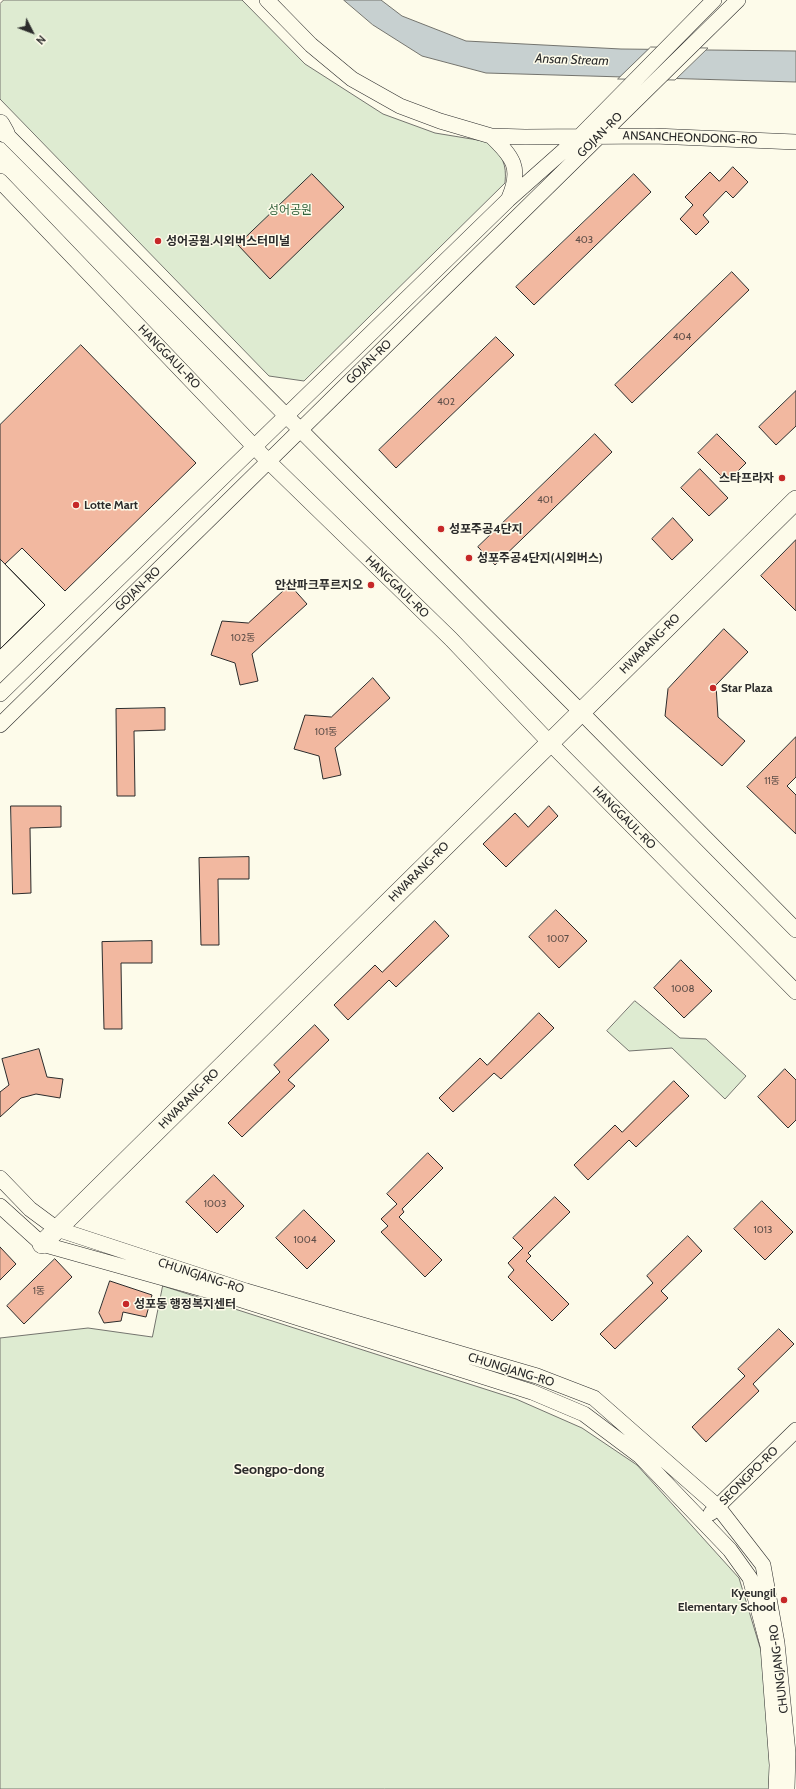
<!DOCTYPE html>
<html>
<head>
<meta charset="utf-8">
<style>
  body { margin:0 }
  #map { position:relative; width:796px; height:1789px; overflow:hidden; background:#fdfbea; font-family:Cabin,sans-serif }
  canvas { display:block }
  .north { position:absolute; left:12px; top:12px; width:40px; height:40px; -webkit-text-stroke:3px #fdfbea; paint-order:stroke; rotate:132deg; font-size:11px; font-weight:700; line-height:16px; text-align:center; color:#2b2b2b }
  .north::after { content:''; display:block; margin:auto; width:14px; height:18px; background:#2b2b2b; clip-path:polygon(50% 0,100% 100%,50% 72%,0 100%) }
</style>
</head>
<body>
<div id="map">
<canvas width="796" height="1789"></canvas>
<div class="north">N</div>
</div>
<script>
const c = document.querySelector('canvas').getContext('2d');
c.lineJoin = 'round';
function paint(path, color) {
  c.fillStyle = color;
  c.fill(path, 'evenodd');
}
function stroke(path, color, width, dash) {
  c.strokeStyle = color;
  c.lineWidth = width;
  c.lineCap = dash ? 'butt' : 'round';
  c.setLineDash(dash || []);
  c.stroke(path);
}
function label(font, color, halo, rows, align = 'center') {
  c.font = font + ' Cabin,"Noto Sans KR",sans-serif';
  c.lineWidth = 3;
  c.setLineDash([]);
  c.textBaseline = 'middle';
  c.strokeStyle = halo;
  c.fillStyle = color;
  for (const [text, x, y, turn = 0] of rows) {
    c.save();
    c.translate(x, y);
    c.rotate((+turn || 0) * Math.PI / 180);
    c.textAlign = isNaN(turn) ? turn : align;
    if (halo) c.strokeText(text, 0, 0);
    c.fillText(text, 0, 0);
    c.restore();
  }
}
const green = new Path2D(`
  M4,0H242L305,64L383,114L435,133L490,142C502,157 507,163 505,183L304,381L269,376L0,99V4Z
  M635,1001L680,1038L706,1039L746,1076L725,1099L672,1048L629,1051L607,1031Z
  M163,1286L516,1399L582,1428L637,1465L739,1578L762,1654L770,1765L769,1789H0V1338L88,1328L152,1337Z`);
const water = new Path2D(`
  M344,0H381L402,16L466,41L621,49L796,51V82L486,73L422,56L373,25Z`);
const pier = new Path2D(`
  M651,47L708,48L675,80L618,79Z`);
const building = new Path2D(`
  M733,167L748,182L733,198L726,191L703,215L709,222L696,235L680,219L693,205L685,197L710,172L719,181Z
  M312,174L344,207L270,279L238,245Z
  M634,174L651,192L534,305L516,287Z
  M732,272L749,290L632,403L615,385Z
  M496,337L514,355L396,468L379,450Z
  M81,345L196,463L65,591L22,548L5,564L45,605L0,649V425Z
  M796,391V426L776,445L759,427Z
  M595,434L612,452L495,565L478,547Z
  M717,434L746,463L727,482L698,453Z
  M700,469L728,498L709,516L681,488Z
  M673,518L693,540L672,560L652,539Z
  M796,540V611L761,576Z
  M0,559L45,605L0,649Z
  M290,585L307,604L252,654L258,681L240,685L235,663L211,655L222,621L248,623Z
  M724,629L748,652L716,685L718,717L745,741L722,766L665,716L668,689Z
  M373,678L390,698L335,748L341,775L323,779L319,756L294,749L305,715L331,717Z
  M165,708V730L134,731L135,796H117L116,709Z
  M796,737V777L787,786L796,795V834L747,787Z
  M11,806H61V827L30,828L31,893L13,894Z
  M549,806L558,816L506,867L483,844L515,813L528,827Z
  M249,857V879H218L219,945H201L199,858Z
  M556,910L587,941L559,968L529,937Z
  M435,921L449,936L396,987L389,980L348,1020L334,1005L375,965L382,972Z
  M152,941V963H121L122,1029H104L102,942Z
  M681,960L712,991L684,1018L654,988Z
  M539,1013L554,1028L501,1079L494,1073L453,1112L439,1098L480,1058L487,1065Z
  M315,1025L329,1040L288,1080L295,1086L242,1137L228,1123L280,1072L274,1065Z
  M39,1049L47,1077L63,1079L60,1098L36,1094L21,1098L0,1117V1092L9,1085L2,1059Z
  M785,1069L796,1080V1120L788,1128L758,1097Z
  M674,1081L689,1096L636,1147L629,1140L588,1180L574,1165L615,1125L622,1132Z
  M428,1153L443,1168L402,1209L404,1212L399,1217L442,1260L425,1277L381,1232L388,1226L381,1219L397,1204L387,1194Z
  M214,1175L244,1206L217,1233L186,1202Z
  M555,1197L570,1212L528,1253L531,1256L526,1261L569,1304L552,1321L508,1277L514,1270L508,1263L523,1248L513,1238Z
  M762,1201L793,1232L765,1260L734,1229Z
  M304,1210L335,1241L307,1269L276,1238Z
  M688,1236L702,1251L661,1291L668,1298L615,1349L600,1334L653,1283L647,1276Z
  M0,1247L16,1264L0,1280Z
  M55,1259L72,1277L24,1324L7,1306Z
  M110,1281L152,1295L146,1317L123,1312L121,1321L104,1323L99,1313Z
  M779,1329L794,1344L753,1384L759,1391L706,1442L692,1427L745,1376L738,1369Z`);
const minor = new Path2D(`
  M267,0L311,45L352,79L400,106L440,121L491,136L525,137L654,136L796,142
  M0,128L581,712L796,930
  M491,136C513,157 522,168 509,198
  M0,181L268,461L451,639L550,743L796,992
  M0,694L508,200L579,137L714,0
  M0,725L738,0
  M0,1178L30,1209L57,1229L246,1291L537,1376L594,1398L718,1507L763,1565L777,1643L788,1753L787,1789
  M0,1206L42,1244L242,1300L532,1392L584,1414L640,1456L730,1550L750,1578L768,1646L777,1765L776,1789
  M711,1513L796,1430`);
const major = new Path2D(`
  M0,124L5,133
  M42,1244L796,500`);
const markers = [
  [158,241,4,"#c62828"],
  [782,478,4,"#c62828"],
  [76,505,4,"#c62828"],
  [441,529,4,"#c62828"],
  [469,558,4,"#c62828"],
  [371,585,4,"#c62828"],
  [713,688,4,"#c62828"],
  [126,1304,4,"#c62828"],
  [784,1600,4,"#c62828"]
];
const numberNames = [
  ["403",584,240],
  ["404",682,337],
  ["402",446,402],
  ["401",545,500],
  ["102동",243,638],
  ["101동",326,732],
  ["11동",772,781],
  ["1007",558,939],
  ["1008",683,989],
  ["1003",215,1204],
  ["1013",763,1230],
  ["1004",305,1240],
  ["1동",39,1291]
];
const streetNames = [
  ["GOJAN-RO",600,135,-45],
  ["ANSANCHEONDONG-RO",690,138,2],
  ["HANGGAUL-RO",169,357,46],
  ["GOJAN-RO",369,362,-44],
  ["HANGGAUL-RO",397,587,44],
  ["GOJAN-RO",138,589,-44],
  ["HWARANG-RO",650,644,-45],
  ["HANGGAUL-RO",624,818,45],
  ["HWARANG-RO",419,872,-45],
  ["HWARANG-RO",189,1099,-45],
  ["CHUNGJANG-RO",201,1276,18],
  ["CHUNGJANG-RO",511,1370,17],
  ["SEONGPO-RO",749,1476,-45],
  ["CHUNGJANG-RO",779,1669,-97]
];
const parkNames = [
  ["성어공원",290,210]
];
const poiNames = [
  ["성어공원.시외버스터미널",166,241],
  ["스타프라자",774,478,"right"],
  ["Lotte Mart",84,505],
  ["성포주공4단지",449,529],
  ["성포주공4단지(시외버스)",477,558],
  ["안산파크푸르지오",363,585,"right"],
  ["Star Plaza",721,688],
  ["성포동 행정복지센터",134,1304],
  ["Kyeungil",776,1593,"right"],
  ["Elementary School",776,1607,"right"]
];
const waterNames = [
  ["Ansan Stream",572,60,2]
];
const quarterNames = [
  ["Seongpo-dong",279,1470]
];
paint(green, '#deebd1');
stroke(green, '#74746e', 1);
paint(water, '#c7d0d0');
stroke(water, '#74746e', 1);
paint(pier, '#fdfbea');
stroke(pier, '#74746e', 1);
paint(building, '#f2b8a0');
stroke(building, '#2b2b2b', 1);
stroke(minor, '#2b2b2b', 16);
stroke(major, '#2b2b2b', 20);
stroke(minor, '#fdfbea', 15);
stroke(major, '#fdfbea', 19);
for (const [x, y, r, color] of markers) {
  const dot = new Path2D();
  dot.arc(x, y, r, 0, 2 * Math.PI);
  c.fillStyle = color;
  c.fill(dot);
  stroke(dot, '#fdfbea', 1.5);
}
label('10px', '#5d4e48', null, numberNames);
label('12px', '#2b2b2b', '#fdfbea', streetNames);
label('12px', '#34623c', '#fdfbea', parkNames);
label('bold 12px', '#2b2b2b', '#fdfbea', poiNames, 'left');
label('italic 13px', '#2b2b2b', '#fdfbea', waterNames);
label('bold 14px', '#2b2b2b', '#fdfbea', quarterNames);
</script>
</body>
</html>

+++

** Task prompt **
After locating the line with "c.textAlign = isNaN(turn) ? turn : align;" above, return that line and every later line through the one with "M214,1175L244,1206L217,1233L186,1202Z", word for word and with nothing else.

** Written answer **
    c.textAlign = isNaN(turn) ? turn : align;
    if (halo) c.strokeText(text, 0, 0);
    c.fillText(text, 0, 0);
    c.restore();
  }
}
const green = new Path2D(`
  M4,0H242L305,64L383,114L435,133L490,142C502,157 507,163 505,183L304,381L269,376L0,99V4Z
  M635,1001L680,1038L706,1039L746,1076L725,1099L672,1048L629,1051L607,1031Z
  M163,1286L516,1399L582,1428L637,1465L739,1578L762,1654L770,1765L769,1789H0V1338L88,1328L152,1337Z`);
const water = new Path2D(`
  M344,0H381L402,16L466,41L621,49L796,51V82L486,73L422,56L373,25Z`);
const pier = new Path2D(`
  M651,47L708,48L675,80L618,79Z`);
const building = new Path2D(`
  M733,167L748,182L733,198L726,191L703,215L709,222L696,235L680,219L693,205L685,197L710,172L719,181Z
  M312,174L344,207L270,279L238,245Z
  M634,174L651,192L534,305L516,287Z
  M732,272L749,290L632,403L615,385Z
  M496,337L514,355L396,468L379,450Z
  M81,345L196,463L65,591L22,548L5,564L45,605L0,649V425Z
  M796,391V426L776,445L759,427Z
  M595,434L612,452L495,565L478,547Z
  M717,434L746,463L727,482L698,453Z
  M700,469L728,498L709,516L681,488Z
  M673,518L693,540L672,560L652,539Z
  M796,540V611L761,576Z
  M0,559L45,605L0,649Z
  M290,585L307,604L252,654L258,681L240,685L235,663L211,655L222,621L248,623Z
  M724,629L748,652L716,685L718,717L745,741L722,766L665,716L668,689Z
  M373,678L390,698L335,748L341,775L323,779L319,756L294,749L305,715L331,717Z
  M165,708V730L134,731L135,796H117L116,709Z
  M796,737V777L787,786L796,795V834L747,787Z
  M11,806H61V827L30,828L31,893L13,894Z
  M549,806L558,816L506,867L483,844L515,813L528,827Z
  M249,857V879H218L219,945H201L199,858Z
  M556,910L587,941L559,968L529,937Z
  M435,921L449,936L396,987L389,980L348,1020L334,1005L375,965L382,972Z
  M152,941V963H121L122,1029H104L102,942Z
  M681,960L712,991L684,1018L654,988Z
  M539,1013L554,1028L501,1079L494,1073L453,1112L439,1098L480,1058L487,1065Z
  M315,1025L329,1040L288,1080L295,1086L242,1137L228,1123L280,1072L274,1065Z
  M39,1049L47,1077L63,1079L60,1098L36,1094L21,1098L0,1117V1092L9,1085L2,1059Z
  M785,1069L796,1080V1120L788,1128L758,1097Z
  M674,1081L689,1096L636,1147L629,1140L588,1180L574,1165L615,1125L622,1132Z
  M428,1153L443,1168L402,1209L404,1212L399,1217L442,1260L425,1277L381,1232L388,1226L381,1219L397,1204L387,1194Z
  M214,1175L244,1206L217,1233L186,1202Z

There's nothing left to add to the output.